**Action item**
Print every line below without adding or leaving out a single word.

[Dataset entries]
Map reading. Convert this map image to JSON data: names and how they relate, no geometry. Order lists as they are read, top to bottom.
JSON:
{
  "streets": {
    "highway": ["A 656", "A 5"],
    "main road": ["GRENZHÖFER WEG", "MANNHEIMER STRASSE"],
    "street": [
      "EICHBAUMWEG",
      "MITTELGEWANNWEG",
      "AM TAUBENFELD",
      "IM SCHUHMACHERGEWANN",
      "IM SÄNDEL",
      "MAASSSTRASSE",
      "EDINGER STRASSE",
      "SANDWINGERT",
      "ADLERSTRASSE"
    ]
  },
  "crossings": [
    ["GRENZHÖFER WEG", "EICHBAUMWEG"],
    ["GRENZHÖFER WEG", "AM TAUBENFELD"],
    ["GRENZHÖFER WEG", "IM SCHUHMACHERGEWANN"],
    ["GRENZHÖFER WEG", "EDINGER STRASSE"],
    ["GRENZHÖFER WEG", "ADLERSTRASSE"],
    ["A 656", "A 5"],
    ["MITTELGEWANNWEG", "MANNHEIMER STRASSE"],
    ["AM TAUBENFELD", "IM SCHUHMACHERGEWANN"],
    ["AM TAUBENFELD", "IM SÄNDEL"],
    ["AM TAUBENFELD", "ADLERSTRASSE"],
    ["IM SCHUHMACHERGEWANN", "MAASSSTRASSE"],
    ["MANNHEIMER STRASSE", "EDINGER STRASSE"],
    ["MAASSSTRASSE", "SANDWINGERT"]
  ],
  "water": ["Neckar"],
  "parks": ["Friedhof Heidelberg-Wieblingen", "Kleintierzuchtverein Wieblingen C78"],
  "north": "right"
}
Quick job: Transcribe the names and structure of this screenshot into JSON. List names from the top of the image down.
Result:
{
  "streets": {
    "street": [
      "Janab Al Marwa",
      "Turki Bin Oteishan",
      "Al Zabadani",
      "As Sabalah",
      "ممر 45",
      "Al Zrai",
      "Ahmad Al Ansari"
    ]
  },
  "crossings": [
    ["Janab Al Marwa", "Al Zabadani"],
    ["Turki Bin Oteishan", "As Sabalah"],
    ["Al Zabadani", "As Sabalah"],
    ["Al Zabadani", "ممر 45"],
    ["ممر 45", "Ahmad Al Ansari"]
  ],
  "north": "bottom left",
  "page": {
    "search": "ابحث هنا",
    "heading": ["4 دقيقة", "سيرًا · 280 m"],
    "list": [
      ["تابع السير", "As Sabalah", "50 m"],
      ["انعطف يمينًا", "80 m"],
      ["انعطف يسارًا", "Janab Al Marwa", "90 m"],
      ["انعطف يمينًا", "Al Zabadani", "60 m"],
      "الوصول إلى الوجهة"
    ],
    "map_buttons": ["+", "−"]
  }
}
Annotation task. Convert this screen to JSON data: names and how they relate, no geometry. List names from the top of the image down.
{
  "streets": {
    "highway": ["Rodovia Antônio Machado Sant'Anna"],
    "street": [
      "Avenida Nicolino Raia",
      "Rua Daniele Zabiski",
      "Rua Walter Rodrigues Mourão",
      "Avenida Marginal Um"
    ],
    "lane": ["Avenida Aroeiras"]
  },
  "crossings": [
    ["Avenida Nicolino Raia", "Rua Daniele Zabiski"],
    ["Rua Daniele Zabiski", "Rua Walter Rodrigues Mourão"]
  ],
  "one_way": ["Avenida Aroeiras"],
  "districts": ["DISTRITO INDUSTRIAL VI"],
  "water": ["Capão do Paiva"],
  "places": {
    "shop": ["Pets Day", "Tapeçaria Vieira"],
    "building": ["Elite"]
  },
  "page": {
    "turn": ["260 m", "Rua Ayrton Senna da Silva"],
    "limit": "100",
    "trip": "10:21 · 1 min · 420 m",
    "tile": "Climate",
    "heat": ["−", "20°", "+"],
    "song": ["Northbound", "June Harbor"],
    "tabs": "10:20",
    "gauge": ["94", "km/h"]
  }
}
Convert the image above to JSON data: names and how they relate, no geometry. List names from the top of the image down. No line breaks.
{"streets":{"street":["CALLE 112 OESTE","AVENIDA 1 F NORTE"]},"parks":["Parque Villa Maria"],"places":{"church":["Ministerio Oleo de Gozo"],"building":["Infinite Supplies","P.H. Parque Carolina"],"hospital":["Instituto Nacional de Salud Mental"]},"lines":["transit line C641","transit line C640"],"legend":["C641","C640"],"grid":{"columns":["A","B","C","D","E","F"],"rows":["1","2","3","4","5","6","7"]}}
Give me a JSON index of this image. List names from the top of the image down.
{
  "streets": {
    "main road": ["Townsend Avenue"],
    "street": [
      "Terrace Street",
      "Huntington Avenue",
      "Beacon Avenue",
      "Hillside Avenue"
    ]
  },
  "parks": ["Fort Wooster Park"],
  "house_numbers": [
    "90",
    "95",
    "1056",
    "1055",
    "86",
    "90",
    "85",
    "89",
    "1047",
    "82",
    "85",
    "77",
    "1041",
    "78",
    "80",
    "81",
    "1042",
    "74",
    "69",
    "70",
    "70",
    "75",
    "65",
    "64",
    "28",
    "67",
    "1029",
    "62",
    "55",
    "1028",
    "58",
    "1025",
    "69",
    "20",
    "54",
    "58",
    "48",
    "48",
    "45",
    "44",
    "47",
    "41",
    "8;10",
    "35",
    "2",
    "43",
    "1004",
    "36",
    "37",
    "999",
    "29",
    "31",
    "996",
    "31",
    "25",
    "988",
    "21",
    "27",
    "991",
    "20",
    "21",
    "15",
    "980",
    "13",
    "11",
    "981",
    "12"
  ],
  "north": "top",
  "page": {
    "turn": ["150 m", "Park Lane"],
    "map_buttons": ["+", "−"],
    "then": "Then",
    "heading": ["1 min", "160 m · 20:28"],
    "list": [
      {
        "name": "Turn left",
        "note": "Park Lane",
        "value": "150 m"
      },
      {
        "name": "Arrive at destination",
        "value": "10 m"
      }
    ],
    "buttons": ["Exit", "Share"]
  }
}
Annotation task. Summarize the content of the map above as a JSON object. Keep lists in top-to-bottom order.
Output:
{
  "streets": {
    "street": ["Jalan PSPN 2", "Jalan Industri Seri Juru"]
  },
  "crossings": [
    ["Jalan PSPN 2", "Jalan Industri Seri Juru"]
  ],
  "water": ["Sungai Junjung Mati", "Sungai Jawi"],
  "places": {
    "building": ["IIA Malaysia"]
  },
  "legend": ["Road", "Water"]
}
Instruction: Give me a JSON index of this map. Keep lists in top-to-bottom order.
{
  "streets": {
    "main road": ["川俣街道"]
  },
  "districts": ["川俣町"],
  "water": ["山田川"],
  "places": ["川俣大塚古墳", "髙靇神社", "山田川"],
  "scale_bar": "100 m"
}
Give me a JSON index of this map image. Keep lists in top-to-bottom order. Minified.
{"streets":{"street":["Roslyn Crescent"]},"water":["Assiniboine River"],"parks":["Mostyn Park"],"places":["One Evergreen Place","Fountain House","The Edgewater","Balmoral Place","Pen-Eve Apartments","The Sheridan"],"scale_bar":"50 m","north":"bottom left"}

**Exercise solution**
Map reading. Convert this map image to JSON data: names and how they relate, no geometry. Order lists as they are read, top to bottom.
JSON:
{
  "streets": {
    "highway": ["A 656", "A 5"],
    "main road": ["GRENZHÖFER WEG", "MANNHEIMER STRASSE"],
    "street": [
      "EICHBAUMWEG",
      "MITTELGEWANNWEG",
      "AM TAUBENFELD",
      "IM SCHUHMACHERGEWANN",
      "IM SÄNDEL",
      "MAASSSTRASSE",
      "EDINGER STRASSE",
      "SANDWINGERT",
      "ADLERSTRASSE"
    ]
  },
  "crossings": [
    ["GRENZHÖFER WEG", "EICHBAUMWEG"],
    ["GRENZHÖFER WEG", "AM TAUBENFELD"],
    ["GRENZHÖFER WEG", "IM SCHUHMACHERGEWANN"],
    ["GRENZHÖFER WEG", "EDINGER STRASSE"],
    ["GRENZHÖFER WEG", "ADLERSTRASSE"],
    ["A 656", "A 5"],
    ["MITTELGEWANNWEG", "MANNHEIMER STRASSE"],
    ["AM TAUBENFELD", "IM SCHUHMACHERGEWANN"],
    ["AM TAUBENFELD", "IM SÄNDEL"],
    ["AM TAUBENFELD", "ADLERSTRASSE"],
    ["IM SCHUHMACHERGEWANN", "MAASSSTRASSE"],
    ["MANNHEIMER STRASSE", "EDINGER STRASSE"],
    ["MAASSSTRASSE", "SANDWINGERT"]
  ],
  "water": ["Neckar"],
  "parks": ["Friedhof Heidelberg-Wieblingen", "Kleintierzuchtverein Wieblingen C78"],
  "north": "right"
}
Quick job: Transcribe the names and structure of this screenshot into JSON. List names from the top of the image down.
Result:
{
  "streets": {
    "street": [
      "Janab Al Marwa",
      "Turki Bin Oteishan",
      "Al Zabadani",
      "As Sabalah",
      "ممر 45",
      "Al Zrai",
      "Ahmad Al Ansari"
    ]
  },
  "crossings": [
    ["Janab Al Marwa", "Al Zabadani"],
    ["Turki Bin Oteishan", "As Sabalah"],
    ["Al Zabadani", "As Sabalah"],
    ["Al Zabadani", "ممر 45"],
    ["ممر 45", "Ahmad Al Ansari"]
  ],
  "north": "bottom left",
  "page": {
    "search": "ابحث هنا",
    "heading": ["4 دقيقة", "سيرًا · 280 m"],
    "list": [
      ["تابع السير", "As Sabalah", "50 m"],
      ["انعطف يمينًا", "80 m"],
      ["انعطف يسارًا", "Janab Al Marwa", "90 m"],
      ["انعطف يمينًا", "Al Zabadani", "60 m"],
      "الوصول إلى الوجهة"
    ],
    "map_buttons": ["+", "−"]
  }
}
Annotation task. Convert this screen to JSON data: names and how they relate, no geometry. List names from the top of the image down.
{
  "streets": {
    "highway": ["Rodovia Antônio Machado Sant'Anna"],
    "street": [
      "Avenida Nicolino Raia",
      "Rua Daniele Zabiski",
      "Rua Walter Rodrigues Mourão",
      "Avenida Marginal Um"
    ],
    "lane": ["Avenida Aroeiras"]
  },
  "crossings": [
    ["Avenida Nicolino Raia", "Rua Daniele Zabiski"],
    ["Rua Daniele Zabiski", "Rua Walter Rodrigues Mourão"]
  ],
  "one_way": ["Avenida Aroeiras"],
  "districts": ["DISTRITO INDUSTRIAL VI"],
  "water": ["Capão do Paiva"],
  "places": {
    "shop": ["Pets Day", "Tapeçaria Vieira"],
    "building": ["Elite"]
  },
  "page": {
    "turn": ["260 m", "Rua Ayrton Senna da Silva"],
    "limit": "100",
    "trip": "10:21 · 1 min · 420 m",
    "tile": "Climate",
    "heat": ["−", "20°", "+"],
    "song": ["Northbound", "June Harbor"],
    "tabs": "10:20",
    "gauge": ["94", "km/h"]
  }
}
Convert the image above to JSON data: names and how they relate, no geometry. List names from the top of the image down. No line breaks.
{"streets":{"street":["CALLE 112 OESTE","AVENIDA 1 F NORTE"]},"parks":["Parque Villa Maria"],"places":{"church":["Ministerio Oleo de Gozo"],"building":["Infinite Supplies","P.H. Parque Carolina"],"hospital":["Instituto Nacional de Salud Mental"]},"lines":["transit line C641","transit line C640"],"legend":["C641","C640"],"grid":{"columns":["A","B","C","D","E","F"],"rows":["1","2","3","4","5","6","7"]}}
Give me a JSON index of this image. List names from the top of the image down.
{
  "streets": {
    "main road": ["Townsend Avenue"],
    "street": [
      "Terrace Street",
      "Huntington Avenue",
      "Beacon Avenue",
      "Hillside Avenue"
    ]
  },
  "parks": ["Fort Wooster Park"],
  "house_numbers": [
    "90",
    "95",
    "1056",
    "1055",
    "86",
    "90",
    "85",
    "89",
    "1047",
    "82",
    "85",
    "77",
    "1041",
    "78",
    "80",
    "81",
    "1042",
    "74",
    "69",
    "70",
    "70",
    "75",
    "65",
    "64",
    "28",
    "67",
    "1029",
    "62",
    "55",
    "1028",
    "58",
    "1025",
    "69",
    "20",
    "54",
    "58",
    "48",
    "48",
    "45",
    "44",
    "47",
    "41",
    "8;10",
    "35",
    "2",
    "43",
    "1004",
    "36",
    "37",
    "999",
    "29",
    "31",
    "996",
    "31",
    "25",
    "988",
    "21",
    "27",
    "991",
    "20",
    "21",
    "15",
    "980",
    "13",
    "11",
    "981",
    "12"
  ],
  "north": "top",
  "page": {
    "turn": ["150 m", "Park Lane"],
    "map_buttons": ["+", "−"],
    "then": "Then",
    "heading": ["1 min", "160 m · 20:28"],
    "list": [
      {
        "name": "Turn left",
        "note": "Park Lane",
        "value": "150 m"
      },
      {
        "name": "Arrive at destination",
        "value": "10 m"
      }
    ],
    "buttons": ["Exit", "Share"]
  }
}
Annotation task. Summarize the content of the map above as a JSON object. Keep lists in top-to-bottom order.
Output:
{
  "streets": {
    "street": ["Jalan PSPN 2", "Jalan Industri Seri Juru"]
  },
  "crossings": [
    ["Jalan PSPN 2", "Jalan Industri Seri Juru"]
  ],
  "water": ["Sungai Junjung Mati", "Sungai Jawi"],
  "places": {
    "building": ["IIA Malaysia"]
  },
  "legend": ["Road", "Water"]
}
Instruction: Give me a JSON index of this map. Keep lists in top-to-bottom order.
{
  "streets": {
    "main road": ["川俣街道"]
  },
  "districts": ["川俣町"],
  "water": ["山田川"],
  "places": ["川俣大塚古墳", "髙靇神社", "山田川"],
  "scale_bar": "100 m"
}
Give me a JSON index of this map image. Keep lists in top-to-bottom order. Minified.
{"streets":{"street":["Roslyn Crescent"]},"water":["Assiniboine River"],"parks":["Mostyn Park"],"places":["One Evergreen Place","Fountain House","The Edgewater","Balmoral Place","Pen-Eve Apartments","The Sheridan"],"scale_bar":"50 m","north":"bottom left"}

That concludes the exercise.